## What to produce
In the listing below, locate the line that contains "inset:0; background:#82b3ed; transform-origin:0" and the line that contains "filter:drop-shadow(0 0 2px". Restate word for word those two lines and every line between them, and nothing else.

## Material for the task
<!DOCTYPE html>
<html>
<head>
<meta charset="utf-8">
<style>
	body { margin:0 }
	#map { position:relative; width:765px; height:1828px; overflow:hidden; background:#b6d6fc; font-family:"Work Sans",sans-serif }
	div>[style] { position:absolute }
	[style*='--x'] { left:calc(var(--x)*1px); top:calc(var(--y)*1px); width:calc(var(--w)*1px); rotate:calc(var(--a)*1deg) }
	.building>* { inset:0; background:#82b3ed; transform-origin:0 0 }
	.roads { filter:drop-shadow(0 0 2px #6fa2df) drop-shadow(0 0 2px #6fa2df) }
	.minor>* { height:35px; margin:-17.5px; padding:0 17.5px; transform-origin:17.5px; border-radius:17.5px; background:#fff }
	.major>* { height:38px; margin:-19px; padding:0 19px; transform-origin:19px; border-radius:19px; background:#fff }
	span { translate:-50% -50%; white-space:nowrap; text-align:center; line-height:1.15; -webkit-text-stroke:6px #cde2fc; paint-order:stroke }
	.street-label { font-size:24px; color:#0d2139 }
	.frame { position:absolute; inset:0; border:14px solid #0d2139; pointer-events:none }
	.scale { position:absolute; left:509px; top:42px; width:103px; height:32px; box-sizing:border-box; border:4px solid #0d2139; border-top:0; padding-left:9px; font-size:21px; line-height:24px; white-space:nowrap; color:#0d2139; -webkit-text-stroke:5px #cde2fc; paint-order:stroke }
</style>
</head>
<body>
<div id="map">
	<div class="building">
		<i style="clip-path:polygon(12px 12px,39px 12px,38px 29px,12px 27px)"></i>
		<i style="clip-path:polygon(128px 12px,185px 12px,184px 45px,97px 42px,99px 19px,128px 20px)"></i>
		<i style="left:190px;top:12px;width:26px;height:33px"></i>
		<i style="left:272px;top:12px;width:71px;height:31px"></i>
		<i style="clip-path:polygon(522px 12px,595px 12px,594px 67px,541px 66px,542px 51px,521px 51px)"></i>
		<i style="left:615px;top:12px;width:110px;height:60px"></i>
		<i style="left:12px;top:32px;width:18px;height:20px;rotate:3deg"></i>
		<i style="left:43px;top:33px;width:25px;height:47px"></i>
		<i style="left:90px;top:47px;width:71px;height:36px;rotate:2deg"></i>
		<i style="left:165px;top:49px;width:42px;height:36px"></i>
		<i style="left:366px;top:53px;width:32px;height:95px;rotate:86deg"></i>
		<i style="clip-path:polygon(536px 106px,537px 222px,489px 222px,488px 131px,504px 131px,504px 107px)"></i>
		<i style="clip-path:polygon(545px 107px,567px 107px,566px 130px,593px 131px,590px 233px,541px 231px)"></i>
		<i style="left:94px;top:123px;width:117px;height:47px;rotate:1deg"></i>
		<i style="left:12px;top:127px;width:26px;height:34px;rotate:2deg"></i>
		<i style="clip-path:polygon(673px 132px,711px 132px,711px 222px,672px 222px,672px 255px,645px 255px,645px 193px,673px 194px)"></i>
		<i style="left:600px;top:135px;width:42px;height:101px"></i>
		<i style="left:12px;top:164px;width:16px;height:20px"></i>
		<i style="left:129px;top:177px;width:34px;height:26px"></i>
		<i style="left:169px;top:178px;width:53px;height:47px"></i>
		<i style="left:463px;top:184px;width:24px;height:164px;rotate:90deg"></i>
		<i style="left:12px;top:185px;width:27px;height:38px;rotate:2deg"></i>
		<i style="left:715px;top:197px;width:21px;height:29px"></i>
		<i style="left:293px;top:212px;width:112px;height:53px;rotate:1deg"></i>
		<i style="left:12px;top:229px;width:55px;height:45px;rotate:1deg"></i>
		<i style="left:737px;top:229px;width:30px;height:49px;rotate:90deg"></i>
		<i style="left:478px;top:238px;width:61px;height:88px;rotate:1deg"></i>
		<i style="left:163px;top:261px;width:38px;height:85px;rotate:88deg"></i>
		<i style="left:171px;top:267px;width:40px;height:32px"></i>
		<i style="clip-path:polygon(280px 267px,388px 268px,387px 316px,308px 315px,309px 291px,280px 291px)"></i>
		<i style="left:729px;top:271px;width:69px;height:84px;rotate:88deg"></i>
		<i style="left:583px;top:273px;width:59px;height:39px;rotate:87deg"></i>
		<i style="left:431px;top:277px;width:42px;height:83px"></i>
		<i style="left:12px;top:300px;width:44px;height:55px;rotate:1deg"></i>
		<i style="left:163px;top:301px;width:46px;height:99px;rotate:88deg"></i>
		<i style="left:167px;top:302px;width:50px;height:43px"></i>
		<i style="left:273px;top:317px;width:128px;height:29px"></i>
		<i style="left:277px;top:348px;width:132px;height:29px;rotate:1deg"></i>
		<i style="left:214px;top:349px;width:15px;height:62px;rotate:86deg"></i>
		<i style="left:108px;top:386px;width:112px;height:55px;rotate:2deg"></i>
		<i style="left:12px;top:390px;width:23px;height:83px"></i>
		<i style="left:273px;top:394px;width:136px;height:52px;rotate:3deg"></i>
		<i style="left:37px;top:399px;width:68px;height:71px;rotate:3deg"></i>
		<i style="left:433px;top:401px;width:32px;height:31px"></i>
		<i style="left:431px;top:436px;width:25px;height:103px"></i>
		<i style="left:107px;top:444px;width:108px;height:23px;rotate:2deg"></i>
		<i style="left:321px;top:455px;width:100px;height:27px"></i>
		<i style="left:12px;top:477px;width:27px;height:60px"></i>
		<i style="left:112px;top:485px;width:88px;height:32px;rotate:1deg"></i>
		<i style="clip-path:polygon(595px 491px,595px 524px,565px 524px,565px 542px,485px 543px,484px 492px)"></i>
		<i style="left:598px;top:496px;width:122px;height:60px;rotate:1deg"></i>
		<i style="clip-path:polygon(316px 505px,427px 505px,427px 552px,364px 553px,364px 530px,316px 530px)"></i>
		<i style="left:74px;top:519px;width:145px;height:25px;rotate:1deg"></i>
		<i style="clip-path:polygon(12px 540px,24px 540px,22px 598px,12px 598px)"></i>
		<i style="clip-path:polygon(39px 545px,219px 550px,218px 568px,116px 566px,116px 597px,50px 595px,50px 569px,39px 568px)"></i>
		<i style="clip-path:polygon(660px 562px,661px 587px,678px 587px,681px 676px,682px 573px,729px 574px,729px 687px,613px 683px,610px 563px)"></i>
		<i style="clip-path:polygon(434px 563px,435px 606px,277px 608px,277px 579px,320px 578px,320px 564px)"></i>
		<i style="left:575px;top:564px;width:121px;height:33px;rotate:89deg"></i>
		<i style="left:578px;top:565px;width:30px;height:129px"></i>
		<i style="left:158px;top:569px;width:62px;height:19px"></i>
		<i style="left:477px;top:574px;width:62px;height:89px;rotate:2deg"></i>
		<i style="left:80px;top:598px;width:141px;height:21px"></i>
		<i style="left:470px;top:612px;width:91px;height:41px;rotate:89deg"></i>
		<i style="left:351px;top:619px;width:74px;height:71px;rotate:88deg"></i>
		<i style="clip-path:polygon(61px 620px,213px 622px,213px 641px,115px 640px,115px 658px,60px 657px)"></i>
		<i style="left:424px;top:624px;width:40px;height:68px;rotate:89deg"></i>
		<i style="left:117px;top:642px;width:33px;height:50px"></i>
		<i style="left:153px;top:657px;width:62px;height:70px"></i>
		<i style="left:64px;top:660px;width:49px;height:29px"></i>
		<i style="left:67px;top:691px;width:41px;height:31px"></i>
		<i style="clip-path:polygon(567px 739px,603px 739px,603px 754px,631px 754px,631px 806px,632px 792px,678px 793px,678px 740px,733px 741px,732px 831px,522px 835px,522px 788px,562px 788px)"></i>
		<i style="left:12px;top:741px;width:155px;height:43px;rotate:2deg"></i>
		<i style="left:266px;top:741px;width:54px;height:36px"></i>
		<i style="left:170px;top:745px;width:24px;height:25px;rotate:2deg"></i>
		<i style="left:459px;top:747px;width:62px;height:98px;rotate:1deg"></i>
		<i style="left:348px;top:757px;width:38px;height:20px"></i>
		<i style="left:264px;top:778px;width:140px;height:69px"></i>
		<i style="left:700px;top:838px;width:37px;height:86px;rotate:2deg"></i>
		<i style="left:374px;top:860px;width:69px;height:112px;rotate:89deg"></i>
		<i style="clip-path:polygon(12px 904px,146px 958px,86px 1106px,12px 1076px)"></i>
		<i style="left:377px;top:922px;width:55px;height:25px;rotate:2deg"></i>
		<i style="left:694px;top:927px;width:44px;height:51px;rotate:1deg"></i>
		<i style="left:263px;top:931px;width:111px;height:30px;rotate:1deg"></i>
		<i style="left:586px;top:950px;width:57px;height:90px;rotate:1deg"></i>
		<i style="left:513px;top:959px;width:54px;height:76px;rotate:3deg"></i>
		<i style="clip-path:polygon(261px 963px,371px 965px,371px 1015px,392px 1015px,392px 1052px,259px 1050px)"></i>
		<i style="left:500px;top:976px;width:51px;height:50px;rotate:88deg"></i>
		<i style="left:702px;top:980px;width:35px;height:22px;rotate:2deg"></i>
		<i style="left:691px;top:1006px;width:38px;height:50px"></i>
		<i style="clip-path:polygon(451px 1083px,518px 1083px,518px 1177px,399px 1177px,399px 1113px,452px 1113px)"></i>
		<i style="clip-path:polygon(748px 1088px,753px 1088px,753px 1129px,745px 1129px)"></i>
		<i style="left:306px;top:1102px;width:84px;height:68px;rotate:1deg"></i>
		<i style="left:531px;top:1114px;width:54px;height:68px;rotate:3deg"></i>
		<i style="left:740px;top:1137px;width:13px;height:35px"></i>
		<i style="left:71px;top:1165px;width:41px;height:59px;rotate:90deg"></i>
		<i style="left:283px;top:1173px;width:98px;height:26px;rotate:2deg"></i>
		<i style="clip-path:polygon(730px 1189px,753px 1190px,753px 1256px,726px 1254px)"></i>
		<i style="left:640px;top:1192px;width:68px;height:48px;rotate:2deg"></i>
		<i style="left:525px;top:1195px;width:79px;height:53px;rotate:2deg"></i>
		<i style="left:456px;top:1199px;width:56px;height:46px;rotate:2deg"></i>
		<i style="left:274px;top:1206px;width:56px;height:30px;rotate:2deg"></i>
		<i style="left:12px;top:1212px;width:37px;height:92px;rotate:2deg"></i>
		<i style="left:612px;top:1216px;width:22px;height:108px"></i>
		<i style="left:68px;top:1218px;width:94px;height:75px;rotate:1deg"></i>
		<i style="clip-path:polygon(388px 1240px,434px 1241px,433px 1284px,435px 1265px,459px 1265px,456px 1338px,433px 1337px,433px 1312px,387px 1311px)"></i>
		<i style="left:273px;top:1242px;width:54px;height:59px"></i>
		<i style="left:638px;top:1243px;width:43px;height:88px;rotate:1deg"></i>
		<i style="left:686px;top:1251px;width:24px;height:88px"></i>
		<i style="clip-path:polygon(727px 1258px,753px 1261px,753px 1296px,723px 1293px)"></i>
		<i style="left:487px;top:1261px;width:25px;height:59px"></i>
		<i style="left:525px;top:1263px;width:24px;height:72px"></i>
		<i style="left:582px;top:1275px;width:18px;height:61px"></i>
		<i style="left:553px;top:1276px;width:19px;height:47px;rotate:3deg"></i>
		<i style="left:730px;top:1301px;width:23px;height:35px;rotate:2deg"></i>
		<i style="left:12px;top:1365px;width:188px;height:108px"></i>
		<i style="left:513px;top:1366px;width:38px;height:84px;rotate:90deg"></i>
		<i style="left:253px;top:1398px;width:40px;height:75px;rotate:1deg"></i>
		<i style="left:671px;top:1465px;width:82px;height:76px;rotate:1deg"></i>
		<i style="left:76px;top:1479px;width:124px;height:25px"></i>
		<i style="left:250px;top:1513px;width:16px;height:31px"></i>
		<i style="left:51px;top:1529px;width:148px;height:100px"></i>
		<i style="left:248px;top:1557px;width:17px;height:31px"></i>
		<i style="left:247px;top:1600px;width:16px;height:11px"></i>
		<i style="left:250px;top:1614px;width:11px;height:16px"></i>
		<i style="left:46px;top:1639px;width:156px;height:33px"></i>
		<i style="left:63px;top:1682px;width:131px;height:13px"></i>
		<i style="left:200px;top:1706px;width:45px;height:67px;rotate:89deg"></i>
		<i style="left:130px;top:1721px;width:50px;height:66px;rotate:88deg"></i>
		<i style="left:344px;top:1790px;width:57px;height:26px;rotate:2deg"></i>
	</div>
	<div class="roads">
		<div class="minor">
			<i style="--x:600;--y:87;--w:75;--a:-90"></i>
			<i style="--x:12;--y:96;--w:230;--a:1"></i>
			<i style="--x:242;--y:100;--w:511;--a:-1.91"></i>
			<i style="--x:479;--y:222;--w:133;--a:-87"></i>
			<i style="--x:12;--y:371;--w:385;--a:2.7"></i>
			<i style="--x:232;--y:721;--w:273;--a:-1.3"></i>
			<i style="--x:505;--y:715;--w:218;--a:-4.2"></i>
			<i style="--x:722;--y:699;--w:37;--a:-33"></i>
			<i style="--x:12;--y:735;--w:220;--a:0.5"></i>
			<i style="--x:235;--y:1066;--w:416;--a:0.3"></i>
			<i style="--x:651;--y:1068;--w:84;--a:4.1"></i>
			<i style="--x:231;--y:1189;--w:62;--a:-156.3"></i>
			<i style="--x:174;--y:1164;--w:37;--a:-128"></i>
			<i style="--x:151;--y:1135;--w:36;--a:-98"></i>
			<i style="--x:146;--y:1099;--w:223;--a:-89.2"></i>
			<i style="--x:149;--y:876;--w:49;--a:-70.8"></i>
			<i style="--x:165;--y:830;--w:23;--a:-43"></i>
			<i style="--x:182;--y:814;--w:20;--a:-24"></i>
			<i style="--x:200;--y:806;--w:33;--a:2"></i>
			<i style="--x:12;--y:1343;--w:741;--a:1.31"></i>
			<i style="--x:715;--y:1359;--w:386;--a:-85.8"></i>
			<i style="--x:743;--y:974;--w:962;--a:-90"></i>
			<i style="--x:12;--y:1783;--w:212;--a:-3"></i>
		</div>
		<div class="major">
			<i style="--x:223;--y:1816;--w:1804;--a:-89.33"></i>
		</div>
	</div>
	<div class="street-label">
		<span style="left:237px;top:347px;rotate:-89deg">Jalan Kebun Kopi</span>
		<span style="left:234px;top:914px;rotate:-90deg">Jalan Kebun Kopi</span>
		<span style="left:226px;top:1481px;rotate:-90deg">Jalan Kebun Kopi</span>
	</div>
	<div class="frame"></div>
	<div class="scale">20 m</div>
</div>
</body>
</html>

## Problem solution
	.building>* { inset:0; background:#82b3ed; transform-origin:0 0 }
	.roads { filter:drop-shadow(0 0 2px #6fa2df) drop-shadow(0 0 2px #6fa2df) }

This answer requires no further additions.